_Your task_:
From the entries below, transcribe exactly the lines between the line holding "Input: one rendered" and the line holding "Map reading. Describe", inclusive; skip all other lines.

_Task data_:
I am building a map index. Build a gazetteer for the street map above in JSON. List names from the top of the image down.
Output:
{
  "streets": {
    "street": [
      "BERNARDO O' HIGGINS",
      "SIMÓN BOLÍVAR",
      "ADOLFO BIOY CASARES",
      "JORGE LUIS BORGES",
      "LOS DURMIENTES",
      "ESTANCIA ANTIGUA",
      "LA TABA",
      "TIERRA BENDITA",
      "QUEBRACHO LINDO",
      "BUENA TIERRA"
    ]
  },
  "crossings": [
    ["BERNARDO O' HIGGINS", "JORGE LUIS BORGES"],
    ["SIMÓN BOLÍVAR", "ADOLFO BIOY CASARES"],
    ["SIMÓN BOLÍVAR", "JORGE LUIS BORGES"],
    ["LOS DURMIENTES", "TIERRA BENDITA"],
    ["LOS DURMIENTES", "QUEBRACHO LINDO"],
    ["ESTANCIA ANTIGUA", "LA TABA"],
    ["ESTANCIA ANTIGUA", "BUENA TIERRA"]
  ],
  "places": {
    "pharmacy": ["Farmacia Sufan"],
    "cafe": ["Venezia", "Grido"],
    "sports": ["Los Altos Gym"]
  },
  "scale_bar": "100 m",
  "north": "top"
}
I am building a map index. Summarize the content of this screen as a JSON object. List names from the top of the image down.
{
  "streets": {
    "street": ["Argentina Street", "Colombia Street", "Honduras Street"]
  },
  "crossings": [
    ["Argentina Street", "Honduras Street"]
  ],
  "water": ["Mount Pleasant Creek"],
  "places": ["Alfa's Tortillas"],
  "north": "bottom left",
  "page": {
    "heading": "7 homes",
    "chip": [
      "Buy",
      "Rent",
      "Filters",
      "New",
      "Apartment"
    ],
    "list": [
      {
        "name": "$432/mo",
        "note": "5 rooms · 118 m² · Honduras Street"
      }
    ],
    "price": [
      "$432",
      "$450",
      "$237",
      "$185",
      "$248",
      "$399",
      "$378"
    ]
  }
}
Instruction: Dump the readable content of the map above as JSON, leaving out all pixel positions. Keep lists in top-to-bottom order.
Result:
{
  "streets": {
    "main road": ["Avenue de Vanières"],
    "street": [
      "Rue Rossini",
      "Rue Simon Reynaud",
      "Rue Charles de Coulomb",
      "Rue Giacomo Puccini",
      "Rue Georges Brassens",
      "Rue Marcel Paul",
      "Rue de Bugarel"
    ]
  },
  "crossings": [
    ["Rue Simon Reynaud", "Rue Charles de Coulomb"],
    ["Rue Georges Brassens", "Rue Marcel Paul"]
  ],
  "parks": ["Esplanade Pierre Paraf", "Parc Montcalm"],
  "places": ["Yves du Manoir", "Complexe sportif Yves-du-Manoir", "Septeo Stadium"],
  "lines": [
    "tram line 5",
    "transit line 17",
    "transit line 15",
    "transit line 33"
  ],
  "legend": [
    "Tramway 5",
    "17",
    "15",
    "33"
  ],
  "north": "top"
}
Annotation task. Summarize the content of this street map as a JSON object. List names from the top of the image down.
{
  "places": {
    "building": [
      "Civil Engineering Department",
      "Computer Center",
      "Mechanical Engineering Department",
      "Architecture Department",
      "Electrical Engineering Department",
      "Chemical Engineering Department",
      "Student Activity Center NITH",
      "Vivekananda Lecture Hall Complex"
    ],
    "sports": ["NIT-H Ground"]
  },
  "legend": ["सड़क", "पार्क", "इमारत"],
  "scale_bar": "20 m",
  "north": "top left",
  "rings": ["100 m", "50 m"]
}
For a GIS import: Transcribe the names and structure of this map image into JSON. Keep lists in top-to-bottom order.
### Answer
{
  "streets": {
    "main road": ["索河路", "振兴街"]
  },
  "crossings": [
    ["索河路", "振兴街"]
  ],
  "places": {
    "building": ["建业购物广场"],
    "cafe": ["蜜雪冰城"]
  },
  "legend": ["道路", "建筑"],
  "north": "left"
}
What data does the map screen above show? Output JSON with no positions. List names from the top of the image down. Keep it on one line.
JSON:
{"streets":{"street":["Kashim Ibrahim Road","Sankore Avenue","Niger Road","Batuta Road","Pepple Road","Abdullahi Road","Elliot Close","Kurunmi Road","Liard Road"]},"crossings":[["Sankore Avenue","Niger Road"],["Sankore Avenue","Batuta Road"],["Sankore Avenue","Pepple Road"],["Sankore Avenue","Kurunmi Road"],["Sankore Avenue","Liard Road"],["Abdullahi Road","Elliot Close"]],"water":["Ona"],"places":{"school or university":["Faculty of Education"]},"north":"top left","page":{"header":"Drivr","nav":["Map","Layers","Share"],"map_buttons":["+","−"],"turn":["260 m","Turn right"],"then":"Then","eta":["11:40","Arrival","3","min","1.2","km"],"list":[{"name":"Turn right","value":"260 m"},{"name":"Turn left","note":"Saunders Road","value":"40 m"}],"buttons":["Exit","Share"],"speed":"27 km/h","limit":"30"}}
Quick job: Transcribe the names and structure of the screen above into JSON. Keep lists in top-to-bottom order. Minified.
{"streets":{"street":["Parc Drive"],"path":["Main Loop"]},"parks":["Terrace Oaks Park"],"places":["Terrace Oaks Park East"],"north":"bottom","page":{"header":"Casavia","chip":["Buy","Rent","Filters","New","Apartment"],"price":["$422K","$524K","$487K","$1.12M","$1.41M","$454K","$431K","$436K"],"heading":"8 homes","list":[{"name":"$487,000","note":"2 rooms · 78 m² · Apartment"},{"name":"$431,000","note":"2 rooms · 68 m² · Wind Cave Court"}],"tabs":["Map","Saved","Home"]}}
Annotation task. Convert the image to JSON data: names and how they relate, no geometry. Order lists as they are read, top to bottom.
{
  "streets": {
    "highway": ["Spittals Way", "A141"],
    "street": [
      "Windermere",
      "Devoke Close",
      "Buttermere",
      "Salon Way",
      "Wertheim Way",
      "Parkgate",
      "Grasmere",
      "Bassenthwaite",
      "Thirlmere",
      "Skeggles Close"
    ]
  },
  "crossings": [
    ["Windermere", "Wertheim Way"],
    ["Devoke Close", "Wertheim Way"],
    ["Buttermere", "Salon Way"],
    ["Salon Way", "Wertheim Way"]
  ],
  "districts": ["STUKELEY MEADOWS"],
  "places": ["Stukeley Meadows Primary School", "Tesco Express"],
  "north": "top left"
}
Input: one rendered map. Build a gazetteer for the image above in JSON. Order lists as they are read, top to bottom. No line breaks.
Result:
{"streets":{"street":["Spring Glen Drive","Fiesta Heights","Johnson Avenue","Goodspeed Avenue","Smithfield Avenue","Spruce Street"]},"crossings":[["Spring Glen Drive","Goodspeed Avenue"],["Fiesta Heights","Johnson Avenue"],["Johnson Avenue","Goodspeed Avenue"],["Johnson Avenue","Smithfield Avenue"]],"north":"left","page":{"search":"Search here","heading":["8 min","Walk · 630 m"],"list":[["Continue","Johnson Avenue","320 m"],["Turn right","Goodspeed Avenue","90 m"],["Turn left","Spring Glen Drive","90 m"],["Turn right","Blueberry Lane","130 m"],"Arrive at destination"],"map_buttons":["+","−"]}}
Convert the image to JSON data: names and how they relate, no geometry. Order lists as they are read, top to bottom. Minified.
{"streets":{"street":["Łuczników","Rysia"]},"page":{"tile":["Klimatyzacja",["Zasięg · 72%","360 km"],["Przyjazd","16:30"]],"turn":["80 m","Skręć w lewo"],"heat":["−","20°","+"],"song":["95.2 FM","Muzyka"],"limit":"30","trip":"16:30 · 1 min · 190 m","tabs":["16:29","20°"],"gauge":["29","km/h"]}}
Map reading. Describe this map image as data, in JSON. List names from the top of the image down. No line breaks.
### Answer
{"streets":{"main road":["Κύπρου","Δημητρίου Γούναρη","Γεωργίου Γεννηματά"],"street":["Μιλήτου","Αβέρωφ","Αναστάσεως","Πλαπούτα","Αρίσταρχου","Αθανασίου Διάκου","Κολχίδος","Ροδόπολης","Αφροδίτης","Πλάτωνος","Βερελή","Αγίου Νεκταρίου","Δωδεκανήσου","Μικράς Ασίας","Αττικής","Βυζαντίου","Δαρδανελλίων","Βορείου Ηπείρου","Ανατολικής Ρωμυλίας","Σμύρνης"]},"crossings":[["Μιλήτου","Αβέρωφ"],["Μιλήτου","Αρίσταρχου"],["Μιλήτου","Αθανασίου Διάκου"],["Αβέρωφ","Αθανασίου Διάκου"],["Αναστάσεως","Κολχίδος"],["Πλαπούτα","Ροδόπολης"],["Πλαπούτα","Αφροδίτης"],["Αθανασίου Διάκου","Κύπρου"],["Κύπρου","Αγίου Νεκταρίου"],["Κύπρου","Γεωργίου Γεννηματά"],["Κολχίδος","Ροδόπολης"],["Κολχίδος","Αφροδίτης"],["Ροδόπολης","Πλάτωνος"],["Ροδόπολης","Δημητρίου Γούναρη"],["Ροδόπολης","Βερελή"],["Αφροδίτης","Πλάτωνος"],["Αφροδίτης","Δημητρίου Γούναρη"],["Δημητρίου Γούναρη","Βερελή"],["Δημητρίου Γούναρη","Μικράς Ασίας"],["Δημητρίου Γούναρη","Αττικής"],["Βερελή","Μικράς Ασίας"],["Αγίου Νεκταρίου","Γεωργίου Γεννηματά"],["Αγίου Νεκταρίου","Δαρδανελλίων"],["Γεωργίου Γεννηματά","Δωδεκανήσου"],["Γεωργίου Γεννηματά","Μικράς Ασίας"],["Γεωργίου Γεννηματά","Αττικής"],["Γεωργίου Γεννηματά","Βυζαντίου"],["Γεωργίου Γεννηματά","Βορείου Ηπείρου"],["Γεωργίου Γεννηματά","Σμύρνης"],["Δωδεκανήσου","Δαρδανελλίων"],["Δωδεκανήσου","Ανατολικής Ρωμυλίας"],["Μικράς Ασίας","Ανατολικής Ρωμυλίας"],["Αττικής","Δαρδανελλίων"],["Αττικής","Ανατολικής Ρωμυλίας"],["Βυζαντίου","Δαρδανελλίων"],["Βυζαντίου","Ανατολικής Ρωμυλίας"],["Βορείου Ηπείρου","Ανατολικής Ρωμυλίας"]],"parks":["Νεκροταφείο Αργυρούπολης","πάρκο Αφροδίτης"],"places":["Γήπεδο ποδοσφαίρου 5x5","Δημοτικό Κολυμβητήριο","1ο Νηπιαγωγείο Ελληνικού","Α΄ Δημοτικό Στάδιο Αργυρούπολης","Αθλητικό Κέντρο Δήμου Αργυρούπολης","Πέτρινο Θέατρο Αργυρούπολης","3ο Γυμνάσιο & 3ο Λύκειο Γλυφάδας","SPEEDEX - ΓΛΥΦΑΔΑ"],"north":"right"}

_Output of the exercise_:
Input: one rendered map. Build a gazetteer for the image above in JSON. Order lists as they are read, top to bottom. No line breaks.
Result:
{"streets":{"street":["Spring Glen Drive","Fiesta Heights","Johnson Avenue","Goodspeed Avenue","Smithfield Avenue","Spruce Street"]},"crossings":[["Spring Glen Drive","Goodspeed Avenue"],["Fiesta Heights","Johnson Avenue"],["Johnson Avenue","Goodspeed Avenue"],["Johnson Avenue","Smithfield Avenue"]],"north":"left","page":{"search":"Search here","heading":["8 min","Walk · 630 m"],"list":[["Continue","Johnson Avenue","320 m"],["Turn right","Goodspeed Avenue","90 m"],["Turn left","Spring Glen Drive","90 m"],["Turn right","Blueberry Lane","130 m"],"Arrive at destination"],"map_buttons":["+","−"]}}
Convert the image to JSON data: names and how they relate, no geometry. Order lists as they are read, top to bottom. Minified.
{"streets":{"street":["Łuczników","Rysia"]},"page":{"tile":["Klimatyzacja",["Zasięg · 72%","360 km"],["Przyjazd","16:30"]],"turn":["80 m","Skręć w lewo"],"heat":["−","20°","+"],"song":["95.2 FM","Muzyka"],"limit":"30","trip":"16:30 · 1 min · 190 m","tabs":["16:29","20°"],"gauge":["29","km/h"]}}
Map reading. Describe this map image as data, in JSON. List names from the top of the image down. No line breaks.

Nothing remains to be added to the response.